Stepwise Dosing Protocol voor verhoogde doorvoer in label-vrije impedance-based GPCR-tests
Summary
Dit protocol toont real-time registratie van volledige dosis-respons relaties voor agonist-geïnduceerde GPCR activering van een eencellige laag geteeld op een enkele micro-elektrode met behulp van label-vrije impedantie metingen. De nieuwe dosing regeling verhoogt aanzienlijk doorvoer zonder verlies in de tijd resolutie.
Abstract
Label-vrije impedantie-gebaseerde testen worden steeds vaker gebruikt om niet-invasief bestuderen ligand-geïnduceerde GPCR activering in celcultuur experimenten. De aanpak biedt real-time celbewaking met een apparaatafhankelijke tijdsresolutie tot enkele tientallen milliseconden en is sterk geautomatiseerd. Wanneer de steekproefaantallen echter hoog worden (bijvoorbeeld dosisresponsstudies voor verschillende liganden), kunnen de kosten voor de beschikbare elektrodearrays en de beschikbare tijdsresolutie voor sequentiële well-by-well-opnames beperkend worden. Daarom presenteren we hier een seriële agonist toevoeging protocol dat het potentieel heeft om de output van label-vrije GPCR testen aanzienlijk te verhogen. Met behulp van de seriële agonist toevoeging protocol, een GPCR agonist wordt achtereenvolgens toegevoegd in toenemende concentraties tot een enkele cel laag, terwijl voortdurend toezicht op impedantie van het monster (agonist modus). Met deze seriële aanpak is het nu mogelijk om een volledige dosis-responscurve vast te stellen voor een GPCR-agonist uit slechts één enkele cellaag. Het seriële agonist toevoegingsprotocol is van toepassing op verschillende GPCR-koppelingstypen, Gq Gi/0 of Gs en is compatibel met recombinante en endogene expressieniveaus van de onderzochte receptor. Receptor blokkeren door GPCR antagonisten is ook te beoordelen (antagonist-modus).
Introduction
Dit rapport presenteert een gedetailleerde beschrijving van een seriële toevoeging protocol ontwikkeld voor de kwantificering van ligand-geïnduceerde G eiwit-gekoppelde receptor (GPCR) activering in aanhangende cellen door label-vrije impedantie metingen. G eiwitgekoppelde receptoren (GPCRs) zijn betrokken bij een veelheid van fysiologische functies en menselijke ziekten1. Vanwege deze en hun goede toegankelijkheid aan het celoppervlak, GPCRs zijn een van de belangrijkste drug doelen. Deze beoordeling wordt weerspiegeld in een geschat aantal ~ 700 goedgekeurde geneesmiddelen gericht op GPCRs, gelijk aan een ~ 35% aandeel op alle op de markt gebrachte drugs2.

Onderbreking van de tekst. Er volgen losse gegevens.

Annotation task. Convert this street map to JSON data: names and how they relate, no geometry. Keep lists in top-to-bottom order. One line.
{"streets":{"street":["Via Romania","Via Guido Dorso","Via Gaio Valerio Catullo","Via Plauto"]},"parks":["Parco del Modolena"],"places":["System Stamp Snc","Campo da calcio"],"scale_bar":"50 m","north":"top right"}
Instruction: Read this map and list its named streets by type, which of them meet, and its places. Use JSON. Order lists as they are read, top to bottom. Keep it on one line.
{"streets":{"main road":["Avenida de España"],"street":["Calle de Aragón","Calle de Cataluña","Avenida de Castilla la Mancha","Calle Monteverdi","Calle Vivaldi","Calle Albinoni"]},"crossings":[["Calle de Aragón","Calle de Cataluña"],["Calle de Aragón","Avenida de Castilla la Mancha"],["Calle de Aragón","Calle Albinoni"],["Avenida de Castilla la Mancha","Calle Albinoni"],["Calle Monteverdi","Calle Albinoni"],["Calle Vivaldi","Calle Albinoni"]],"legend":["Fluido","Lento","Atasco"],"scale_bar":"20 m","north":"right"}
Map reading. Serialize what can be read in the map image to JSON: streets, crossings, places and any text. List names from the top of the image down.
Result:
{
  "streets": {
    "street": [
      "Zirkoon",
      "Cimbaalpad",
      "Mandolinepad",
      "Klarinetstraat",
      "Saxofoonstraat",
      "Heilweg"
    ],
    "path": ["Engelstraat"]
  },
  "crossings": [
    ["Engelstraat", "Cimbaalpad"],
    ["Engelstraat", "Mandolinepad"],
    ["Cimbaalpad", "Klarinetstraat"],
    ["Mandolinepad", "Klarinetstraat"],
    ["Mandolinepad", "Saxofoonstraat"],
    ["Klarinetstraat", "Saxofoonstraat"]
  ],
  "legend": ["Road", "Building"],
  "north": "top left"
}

De ontwikkeling van nieuwe geneesmiddelen omvat twee centrale processen: i) de identificatie en functionele karakterisering van biologische doelmoleculen, en (ii) de ontdekking van nieuwe loodstoffen en hun ontwikkeling tot administrable drugs. In beide processen zijn efficiënte methoden nodig om interacties met drugsengerichtheid en de daaropvolgende biologische downstreamrespons kwantitatief te evalueren. Verschillende stadia van het preklinische geneesmiddelenontwikkelingsproces maken gebruik van verschillende analysemethoden, variërend van biomoleculaire interactiestudies tussen medicijn en doel, over functionele studies over cellen in de cultuur, tot experimenten op uitgesneden orgaanmateriaal of hele dieren. Beide fysiologische betekenis en biologische complexiteit nemen toe van de eerste naar de laatste3. Hoewel het het algemene doel is om dierproeven te minimaliseren, worden farmacologische studies met behulp van geïsoleerde organen van proefdieren of zelfs hele dieren onvermijdelijk geacht om nieuwe kandidaat-geneesmiddelen volledig te karakteriseren. In termen van analytische uitlezing, orgaan farmacologie studies bieden een distale, integratieve “holistische” functionele respons van de hoogste fysiologische relevantie. Een nadeel van dergelijke experimenten is dat zij om zowel technische als ethische redenen niet verenigbaar zijn met een hoge doorvoerscreening en grotendeels zijn vervangen door studies op basis van in vitro celcultuur4.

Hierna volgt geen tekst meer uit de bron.